### WORK TO BE COMPLETED
Show, from the records below, all lines that contain the word "linejoin".

### DATASET ENTRIES
****************

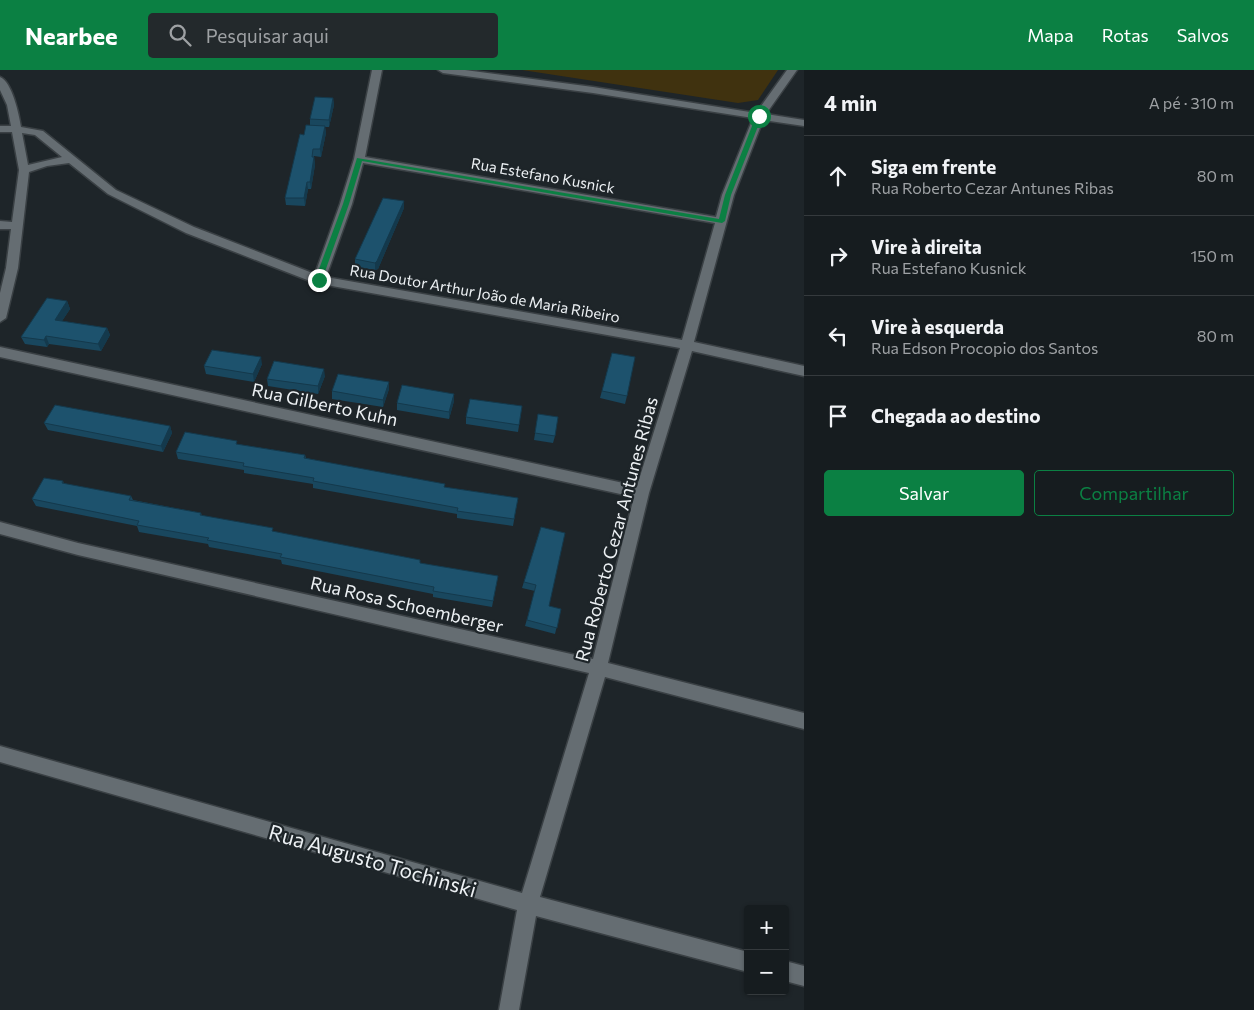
<!DOCTYPE html>
<html lang="pt">
<head>
<meta charset="utf-8">
<style>
  :root { --surface:#161c1f; --page:#23292c; --text:#f1f3f6; --muted:#9ea1a4; --line:#353a3d; --accent:#0b8043 }
  body { margin:0; font-family:Commissioner,sans-serif; background:var(--page); color:var(--text) }
  .controls { position:absolute; right:15px; bottom:15px; display:grid; overflow:hidden; border-radius:5px; box-shadow:0 1px 4px #0004 }
  .controls button { width:45px; height:45px; display:grid; place-items:center; padding:0; border:0; border-bottom:1px solid var(--line); background:var(--surface); color:var(--text); font:25px sans-serif }
  .stop { position:absolute; width:15px; height:15px; margin:-11px; border:4px solid #0b8043; border-radius:50%; background:#fff }
  .stop.end { background:#0b8043; border-color:#fff; box-shadow:0 1px 5px #0008 }
  .list { margin:0; padding:0; list-style:none }
  h2 { display:flex; justify-content:space-between; align-items:center; height:65px; margin:0; padding:0 20px; font-size:21px }
  h2 small { font-size:16px; font-weight:400; color:var(--muted) }
  .list li { display:grid; grid-template-columns:32px 1fr auto; gap:15px; align-items:center; box-sizing:border-box; height:80px; padding:0 20px; border-top:1px solid var(--line) }
  .list b { display:block; font-size:19px; white-space:nowrap }
  .list p { margin:0; font-size:16px; white-space:nowrap; color:var(--muted) }
  .list em { font-size:16px; font-style:normal; color:var(--muted) }
  .actions { display:flex; gap:10px; padding:15px 20px }
  .actions a { flex:1; padding:11px 0; border:1px solid var(--accent); border-radius:5px; text-align:center; font-size:18px; color:var(--accent) }
  .actions .main { background:var(--accent); color:#fff }
  .icon { flex:none; width:28px; height:28px; fill:none; stroke:currentColor; stroke-width:2; stroke-linecap:round; stroke-linejoin:round }
  .map { position:relative; flex:none; width:804px; height:940px; overflow:hidden }
  header { display:flex; align-items:center; gap:30px; box-sizing:border-box; height:70px; padding:0 25px; background:var(--accent); color:#fff }
  header strong { font-size:24px }
  nav { display:flex; gap:28px; margin-inline-start:auto; font-size:18px }
  .search { width:350px; height:45px; background:var(--page); display:flex; align-items:center; gap:12px; box-sizing:border-box; padding:0 18px; border-radius:5px; color:var(--muted); font-size:19px }
  main { display:flex }
  aside { flex:1; background:var(--surface) }
  .map>svg:first-child { display:block }
</style>
</head>
<body>
<header>
<strong>Nearbee</strong>
<div class="search"><svg class="icon" aria-label="search" viewBox="0 0 24 24"><circle cx="10" cy="10" r="6"/><path d="M15 15l6 6"/></svg>Pesquisar aqui</div>
<nav><a>Mapa</a><a>Rotas</a><a>Salvos</a></nav>
</header>
<main>
<div class="map">
<svg width="804" height="940" viewBox="0 0 804 940">
  <rect width="100%" height="100%" fill="#1e2529"/>
  <path fill="#40320f" d="M522 0H778L758 30 738 33Z"/>
  <g fill="none" stroke-linecap="round" stroke-linejoin="round">
    <defs>
      <path id="street" d="M372 0H382L365 87 716 147 722 125 753 48 593 23 443 3 438 0H465L593 17 756 43 787 0H797L766 44 804 50V56L763 50 734 125 694 272 804 296V306L692 281 649 423 608 593 804 643V659L605 607 540 827 748 882V902L536 846 519 940H499L517 840 0 692V676L522 823 589 603 78 485 0 464V452L78 473 593 589 634 427 0 287V277L637 416 680 278 315 213 186 163 108 124 69 93 47 96 29 102 18 198 6 248 0 252V223L6 198 11 159H0V151L12 152 19 100 12 62H0V56H11L7 35 0 20V7C12 12 19 44 21 57L43 61 116 120 194 157 315 204 340 134 354 89ZM22 63 35 65 62 87 28 95ZM363 93 715 153 682 270 326 207 352 134Z
        M785 891 804 896V916L785 911Z"/>
    </defs>
    <use href="#street" stroke="#3a4044" stroke-width="3"/>
    <use href="#street" fill="#656d72" fill-rule="evenodd"/>
  </g>
  <path fill="#19475e" d="M333 28 334 35 329 57H325L326 63 321 87 314 86V87L315 95 311 119H308L305 136 286 135 285 128 304 65 310 56V49Z
    M404 131V138L378 199 375 200 355 197V189Z
    M67 231 70 239 62 251 107 258 110 265 101 281 49 274 47 277 25 274 21 267Z
    M612 283 627 326 625 334 600 328Z
    M262 294 254 312 206 304 204 296Z
    M325 306 318 324 268 316 267 309Z
    M389 319 383 337 332 329V321Z
    M454 331 449 349 397 340V333Z
    M522 336 518 362 466 354V347Z
    M538 344 555 366 553 373 534 370Z
    M44 353 170 356 172 363 163 382 48 360Z
    M237 371V374L305 385 306 388 444 417 518 428 513 456 457 448V444L313 418V414L244 403V400L178 389 176 382Z
    M63 411 64 414 131 426 133 430 201 443 202 446 274 462 420 490V493L498 506 492 537 433 527V524L282 494 281 490 209 477 208 474 139 462 137 456 36 436 32 429Z
    M541 457 549 536 561 539 555 564 525 556 535 521 522 518Z"/>
  <path fill="#14394c" d="M333 28 334 35 329 57V50Z
    M325 56 326 63 321 87 320 79Z
    M314 87 315 95 311 119 310 112Z
    M307 112 308 119 305 136 304 128Z
    M404 131V138L378 199 375 200V193Z
    M67 231 70 239 58 257 55 250Z
    M107 258 110 265 101 281 98 274Z
    M46 266 49 274 47 277 44 270Z
    M261 287 262 294 254 312 253 304Z
    M324 299 325 306 318 324V316Z
    M389 312V319L383 337V330Z
    M454 324V331L449 349V342Z
    M170 356 172 363 163 382 161 376Z"/>
  <path fill="#1d526d" stroke="#14394c" d="M315 27 333 28 329 50 310 49Z
    M306 55 325 56 320 79H313L312 87H314L310 112H307L304 128H285L300 64 304 65Z
    M383 128 404 131 377 191 375 193 355 189Z
    M47 228 67 231 55 250 107 258 98 274 46 266 44 270 21 267Z
    M212 280 261 287 253 304 204 296Z
    M612 283 635 287 627 326 602 321Z
    M274 291 324 299 318 316 267 309Z
    M338 304 389 312 383 330 332 321Z
    M402 315 454 324 449 342 397 333Z
    M470 329 522 336 519 355 466 347Z
    M55 335 170 356 161 376 44 353Z
    M538 344 558 347 555 366 535 363Z
    M185 362 237 371 236 374 305 385 304 388 445 414 444 417 518 428 514 449 457 441 458 438 313 411 314 408 243 396 244 393 176 382Z
    M44 408 63 411 62 413 131 426 129 430 201 443 200 445 273 458 272 461 420 490V493L498 506 493 531 433 521 434 517 280 487 282 484 207 470 209 468 137 455 139 451 32 429Z
    M541 457 565 463 549 536 561 539 557 558 527 550 536 515 524 512Z"/>
  <path fill="#0b8043" d="M759 45 762 46 731 125 725 151 722 153 362 91 349 134 322 210 319 213 315 210 343 134 357 88 719 149 725 125 756 46Z"/>
  <g text-anchor="middle" dominant-baseline="central" stroke-width="4.5" stroke-linejoin="round" paint-order="stroke">
    <g font-size="15" fill="#edf1f4" stroke="#1e2529">
      <text transform="translate(543 105) rotate(10)">Rua Estefano Kusnick</text>
      <text transform="translate(485 223) rotate(10)">Rua Doutor Arthur João de Maria Ribeiro</text>
    </g>
    <g font-size="18" fill="#edf1f4" stroke="#1e2529">
      <text transform="translate(325 334) rotate(12)">Rua Gilberto Kuhn</text>
      <text transform="translate(616 459) rotate(-75)">Rua Roberto Cezar Antunes Ribas</text>
      <text transform="translate(407 534) rotate(13)">Rua Rosa Schoemberger</text>
    </g>
    <g font-size="21" fill="#edf1f4" stroke="#1e2529">
      <text transform="translate(373 790) rotate(16)">Rua Augusto Tochinski</text>
    </g>
  </g>
</svg>
<div class="controls">
<button>+</button>
<button>−</button>
</div>
<div class="stop" style="left:759px;top:46px"></div>
<div class="stop end" style="left:319px;top:210px"></div>
</div>
<aside>
<h2>4 min<small>A pé · 310 m</small></h2>
<ul class="list">
<li><svg class="icon" aria-label="ahead" viewBox="0 0 24 24"><path d="M12 20V5M6 11l6-6 6 6"/></svg><div><b>Siga em frente</b><p>Rua Roberto Cezar Antunes Ribas</p></div><em>80 m</em></li>
<li><svg class="icon" aria-label="right" viewBox="0 0 24 24"><path d="M7 20v-9h11M14 6l5 5-5 5"/></svg><div><b>Vire à direita</b><p>Rua Estefano Kusnick</p></div><em>150 m</em></li>
<li><svg class="icon" aria-label="left" viewBox="0 0 24 24"><path d="M17 20v-9H6M10 6l-5 5 5 5"/></svg><div><b>Vire à esquerda</b><p>Rua Edson Procopio dos Santos</p></div><em>80 m</em></li>
<li><svg class="icon" aria-label="arrive" viewBox="0 0 24 24"><path d="M6 21V4h12l-3 4 3 4H6"/></svg><div><b>Chegada ao destino</b></div></li>
</ul>
<div class="actions"><a class="main">Salvar</a><a>Compartilhar</a></div>
</aside>
</main>
</body>
</html>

****************

### WRITTEN REPLY
  .icon { flex:none; width:28px; height:28px; fill:none; stroke:currentColor; stroke-width:2; stroke-linecap:round; stroke-linejoin:round }
  <g fill="none" stroke-linecap="round" stroke-linejoin="round">
  <g text-anchor="middle" dominant-baseline="central" stroke-width="4.5" stroke-linejoin="round" paint-order="stroke">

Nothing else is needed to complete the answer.